<<<<
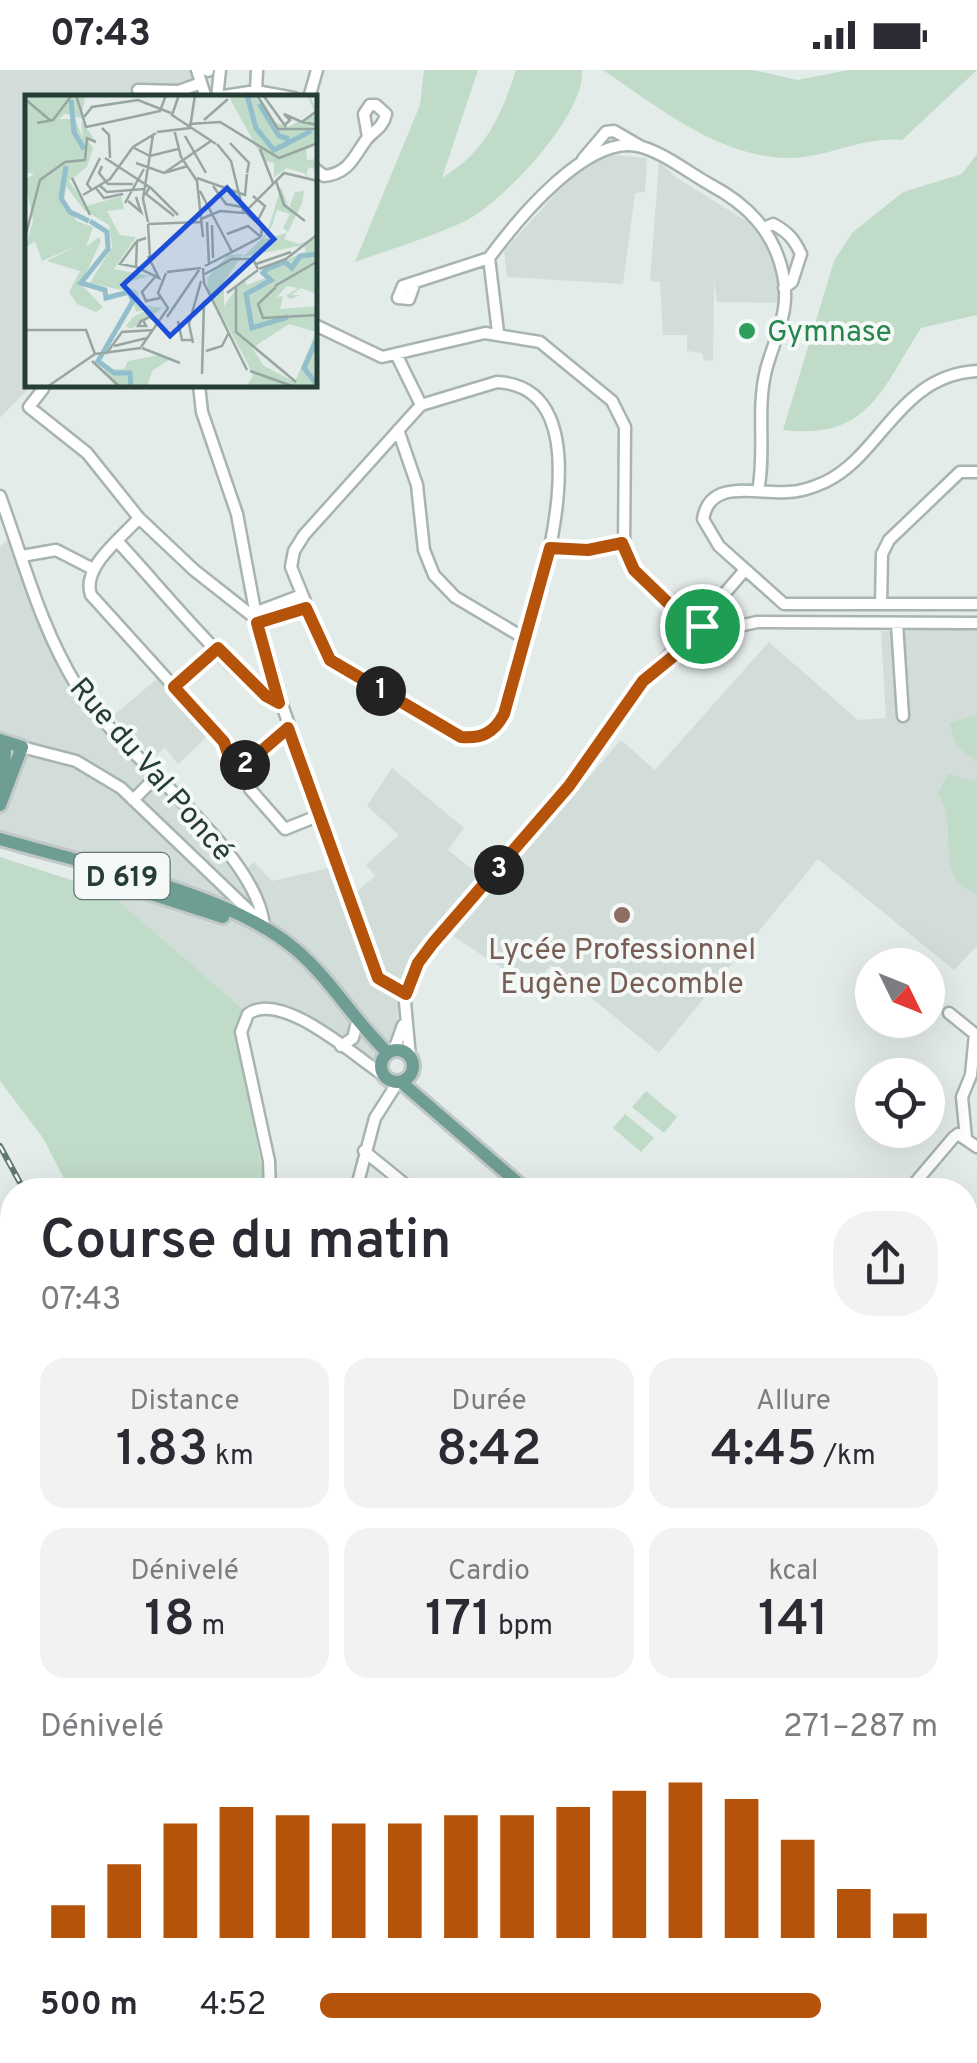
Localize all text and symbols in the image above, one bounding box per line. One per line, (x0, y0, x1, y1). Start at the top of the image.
text: 07:43 (50, 11, 151, 60)
inset map (25, 95, 318, 388)
place label: Gymnase (767, 315, 892, 352)
marker: Gymnase (736, 320, 758, 342)
pin (660, 584, 745, 669)
icon: arrive (675, 599, 730, 654)
pin: 1 (356, 666, 406, 716)
street label: Rue du Val Poncé (60, 671, 240, 870)
text: 1 (375, 673, 387, 709)
pin: 2 (220, 740, 270, 790)
text: 2 (236, 747, 254, 783)
pin: 3 (474, 845, 524, 895)
text: 3 (491, 852, 507, 888)
road number: D 619 (74, 853, 170, 899)
marker: Lycée Professionnel Eugène Decomble (611, 904, 633, 926)
place label: Lycée Professionnel Eugène Decomble (488, 933, 756, 1004)
north arrow (855, 948, 945, 1038)
map controls (855, 948, 945, 1148)
button: locate (855, 1058, 945, 1148)
text: Course du matin (40, 1208, 451, 1278)
button: share (833, 1211, 938, 1316)
text: 07:43 (40, 1281, 121, 1321)
text: Distance (130, 1384, 240, 1420)
text: Durée (451, 1384, 527, 1420)
text: Allure (756, 1384, 831, 1420)
text: 1.83 (116, 1420, 208, 1483)
text: 8:42 (436, 1420, 542, 1483)
text: 4:45 (711, 1420, 817, 1483)
text: km (208, 1439, 254, 1475)
text: /km (817, 1439, 876, 1475)
text: Dénivelé (130, 1554, 239, 1590)
text: Cardio (448, 1554, 530, 1590)
text: kcal (768, 1554, 818, 1590)
text: 18 (144, 1590, 195, 1653)
text: 171 (425, 1590, 491, 1653)
text: 141 (758, 1590, 829, 1653)
text: m (195, 1609, 225, 1645)
text: bpm (491, 1609, 553, 1645)
text: Dénivelé (40, 1708, 164, 1748)
text: 271–287 m (783, 1708, 938, 1748)
text: 500 m (40, 1986, 138, 2026)
text: 4:52 (200, 1986, 266, 2026)

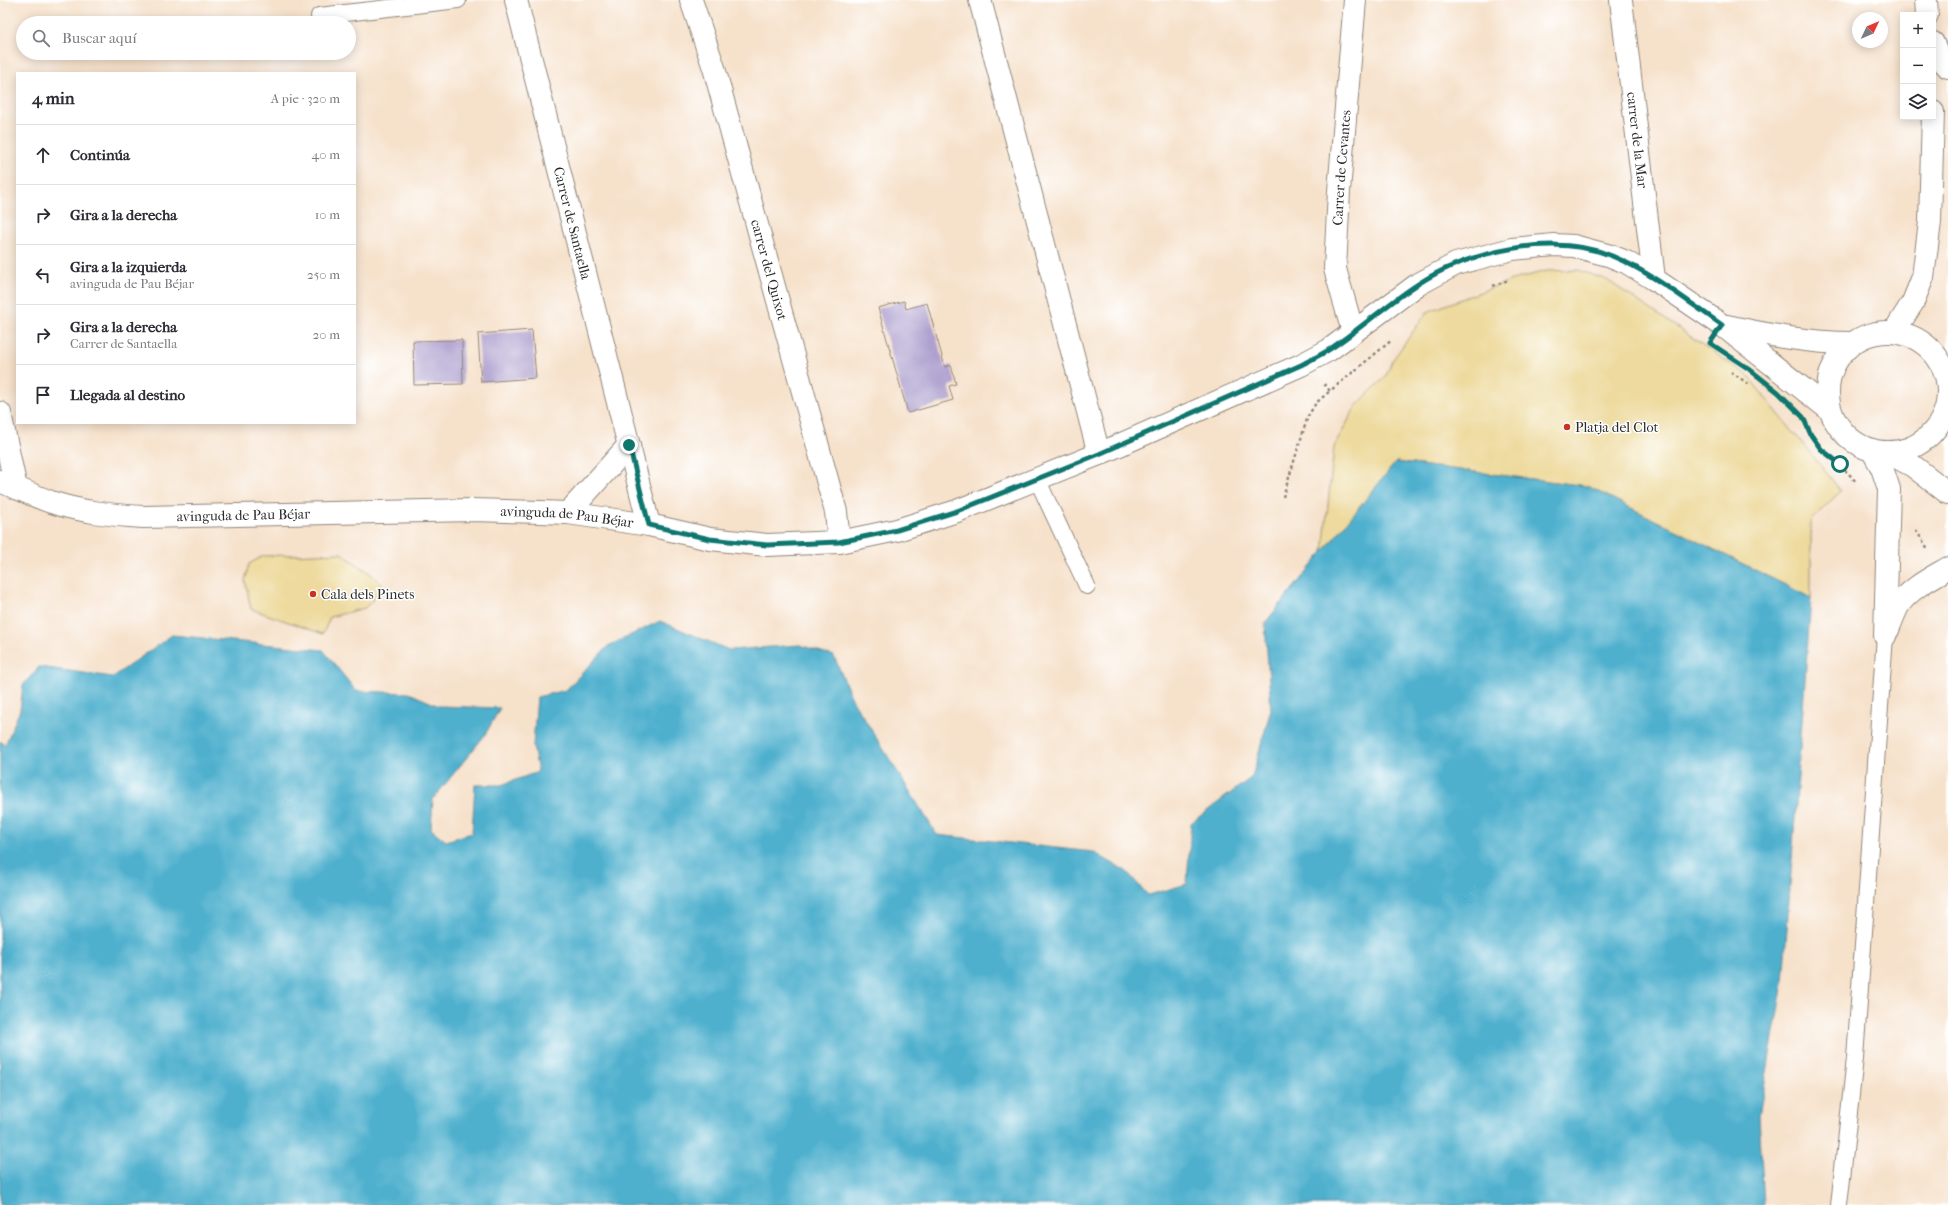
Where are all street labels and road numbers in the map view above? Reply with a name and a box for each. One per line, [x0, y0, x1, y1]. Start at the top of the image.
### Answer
street label: carrer de la Mar [1623, 91, 1651, 189]
street label: Carrer de Cevantes [1329, 109, 1355, 226]
street label: Carrer de Santaella [550, 165, 595, 282]
street label: carrer del Quixot [747, 218, 791, 322]
street label: avinguda de Pau Béjar [500, 503, 635, 532]
street label: avinguda de Pau Béjar [176, 505, 310, 525]

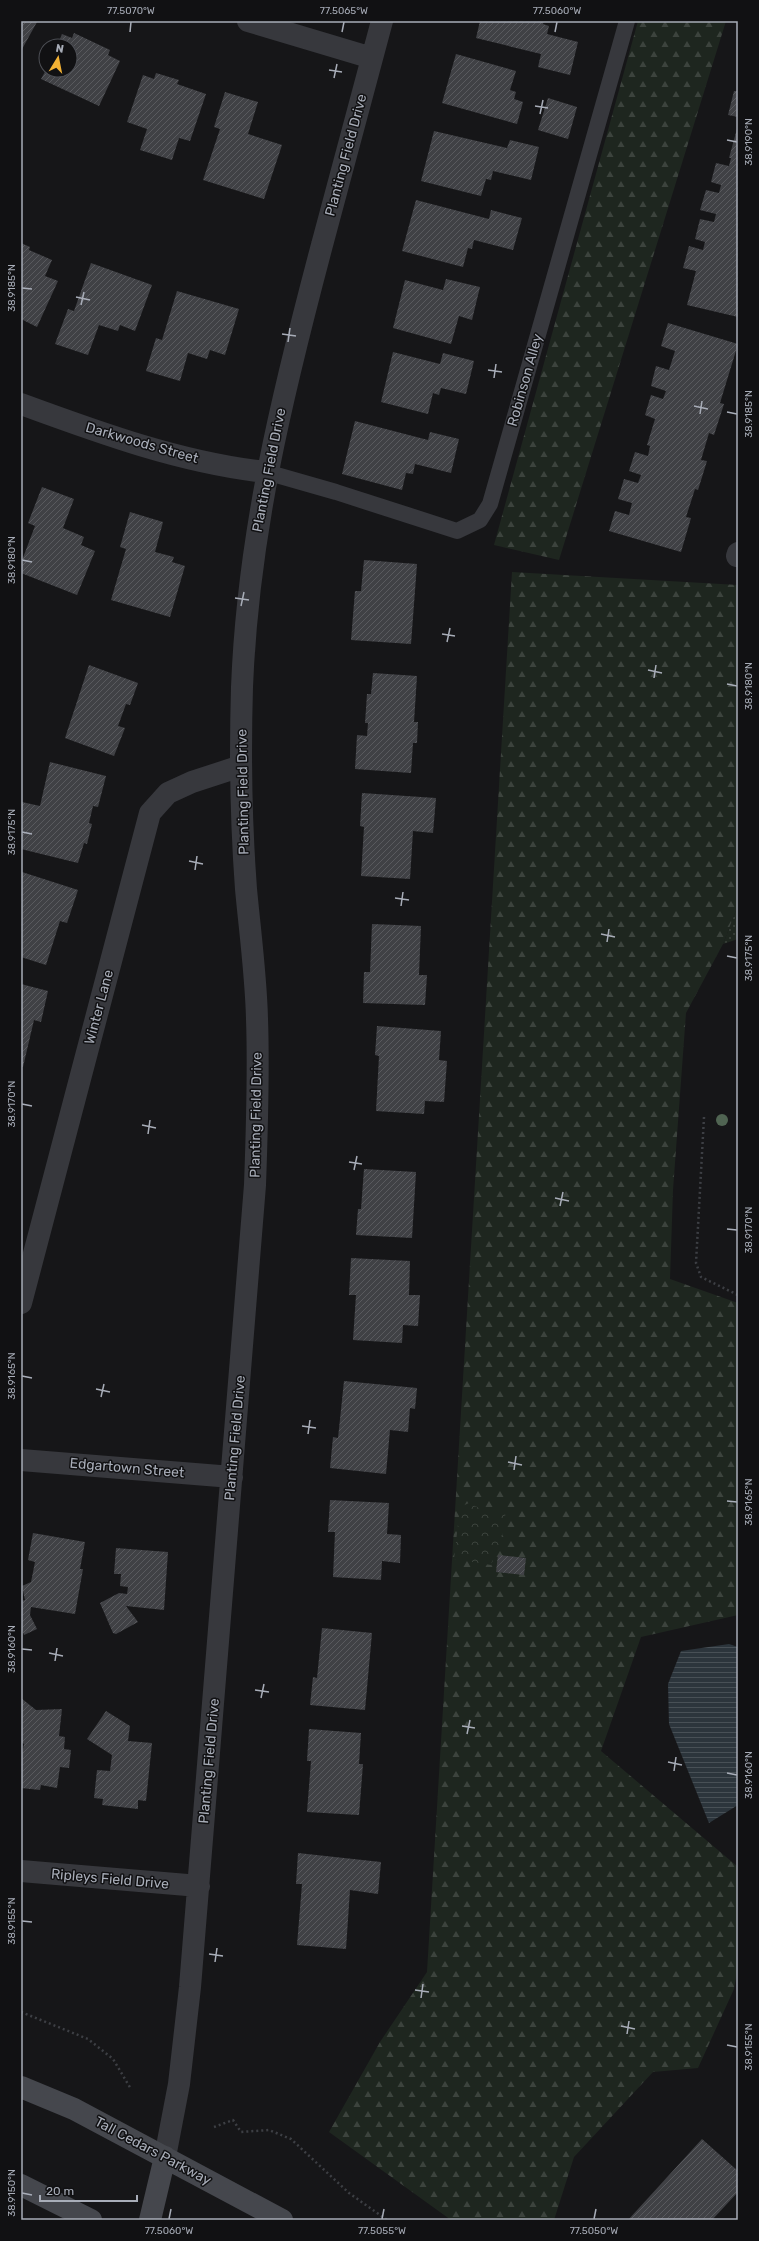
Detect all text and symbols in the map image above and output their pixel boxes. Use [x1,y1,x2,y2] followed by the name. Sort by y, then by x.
[107,5,155,17] text: 77.5070°W
[320,5,368,17] text: 77.5065°W
[533,5,581,17] text: 77.5060°W
[38,38,78,78] north arrow
[55,42,65,56] text: N
[321,92,371,218] street label: Planting Field Drive
[743,118,755,166] text: 38.9190°N
[6,264,18,312] text: 38.9185°N
[504,331,546,428] street label: Robinson Alley
[743,390,755,438] text: 38.9185°N
[249,406,289,533] street label: Planting Field Drive
[84,419,201,467] street label: Darkwoods Street
[6,536,18,584] text: 38.9180°N
[743,662,755,710] text: 38.9180°N
[233,729,253,855] street label: Planting Field Drive
[6,809,18,855] text: 38.9175°N
[743,935,755,981] text: 38.9175°N
[81,968,117,1046] street label: Winter Lane
[246,1052,266,1178] street label: Planting Field Drive
[6,1081,18,1127] text: 38.9170°N
[743,1207,755,1253] text: 38.9170°N
[6,1352,18,1400] text: 38.9165°N
[221,1374,249,1501] street label: Planting Field Drive
[69,1455,186,1482] street label: Edgartown Street
[743,1478,755,1526] text: 38.9165°N
[6,1625,18,1673] text: 38.9160°N
[195,1697,223,1824] street label: Planting Field Drive
[743,1751,755,1799] text: 38.9160°N
[50,1865,170,1893] street label: Ripleys Field Drive
[6,1897,18,1945] text: 38.9155°N
[743,2023,755,2071] text: 38.9155°N
[92,2113,214,2189] street label: Tall Cedars Parkway
[6,2169,18,2217] text: 38.9150°N
[40,2177,137,2203] scale bar
[46,2184,74,2198] text: 20 m
[145,2225,193,2237] text: 77.5060°W
[358,2225,406,2237] text: 77.5055°W
[570,2225,618,2237] text: 77.5050°W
>>>>
» TASK INSTRUCTIONS:
Using the records above, report each line with the string "Lycée".

» EXERCISE RESULT:
marker: Lycée Professionnel Eugène Decomble (611, 904, 633, 926)
place label: Lycée Professionnel Eugène Decomble (488, 933, 756, 1004)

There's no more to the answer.